Proponents of the strategy usually counter by saying that they would never the let the spread lose its maximum amount — that they would close it out if OEX fell to some predetermined level, usually before either option gets to be an in-the-money option. This tactic means that you might only lose a point or less on the spread if you had to buy it back prematurely.

Mathematics would then tell us that you have greatly reduced the probability of both options expiring worthless, because there is a much greater chance that OEX could fall to 460 at any time before expiration, than there is that it would be below 450 at expiration. So now, maybe there's a 70% chance of making $50, and a 30% chance of losing $100 — again, not much better than an even money proposition after commissions are included.

Why does the math seem to belie actual fact?
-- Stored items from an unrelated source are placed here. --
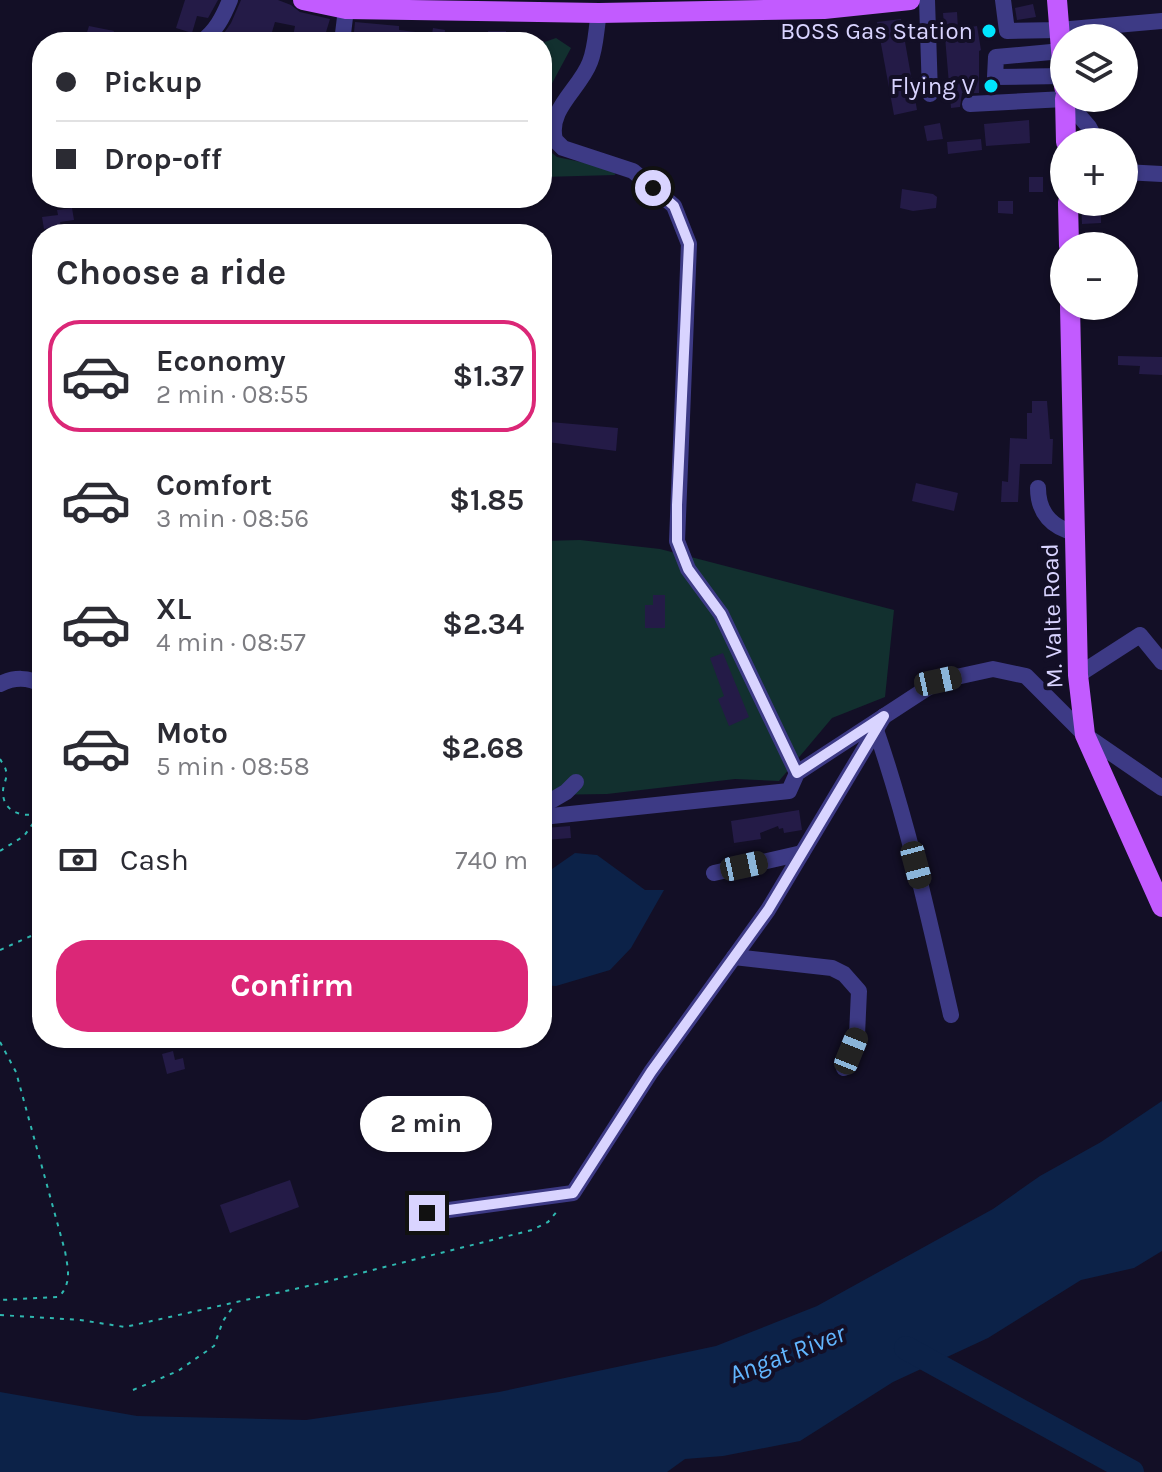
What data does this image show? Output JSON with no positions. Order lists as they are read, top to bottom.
{
  "streets": {
    "main road": ["M. Valte Road"]
  },
  "water": ["Angat River"],
  "places": ["BOSS Gas Station", "Flying V"],
  "page": {
    "map_buttons": ["+", "−"],
    "banner": ["Pickup", "Drop-off"],
    "heading": "Choose a ride",
    "list": [
      {
        "name": "Economy",
        "note": "2 min · 08:55",
        "value": "$1.37"
      },
      {
        "name": "Comfort",
        "note": "3 min · 08:56",
        "value": "$1.85"
      },
      {
        "name": "XL",
        "note": "4 min · 08:57",
        "value": "$2.34"
      },
      {
        "name": "Moto",
        "note": "5 min · 08:58",
        "value": "$2.68"
      }
    ],
    "pay": ["Cash", "740 m"],
    "buttons": "Confirm",
    "bubble": "2 min"
  }
}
The math says "don't waste your time with these spreads", while in actual fact, they have been very profitable. For one thing, the math is assuming a random market and we have been in a mostly bullish market for the past several years. However, this doesn't mean the math is wrong. If one were to flip a coin 100 times and got 90 heads, would you say that the probability of getting heads on the next toss was greater than 50%? You might, but you would be wrong — it's still 50%.
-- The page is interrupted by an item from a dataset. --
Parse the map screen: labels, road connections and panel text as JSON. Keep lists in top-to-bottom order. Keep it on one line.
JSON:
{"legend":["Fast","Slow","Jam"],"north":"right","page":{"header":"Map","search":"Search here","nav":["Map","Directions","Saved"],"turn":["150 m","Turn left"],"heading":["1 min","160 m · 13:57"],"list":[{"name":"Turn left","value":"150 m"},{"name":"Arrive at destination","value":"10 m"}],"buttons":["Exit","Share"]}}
Moreover, if there is a volatility skew — as exists in OEX options — certain credit spreads may be more attractive than normal. With out-of-the-money OEX calls being relatively cheaper than their at-the-money counterparts, then a credit spread in OEX call options currently has a built-in extra advantage. Of course, the volatility skew has had this same shape in OEX for 8 years now, so that "edge" has existed all of that time. The "edge" has been tempered, of course, by the fact that the market keeps going up, which means it's working against the credit call spread. The bottom line is that credit spreads, like any strategy, are applicable in certain places and not in others. As we often say, you can't blindly follow one strategy all of the time.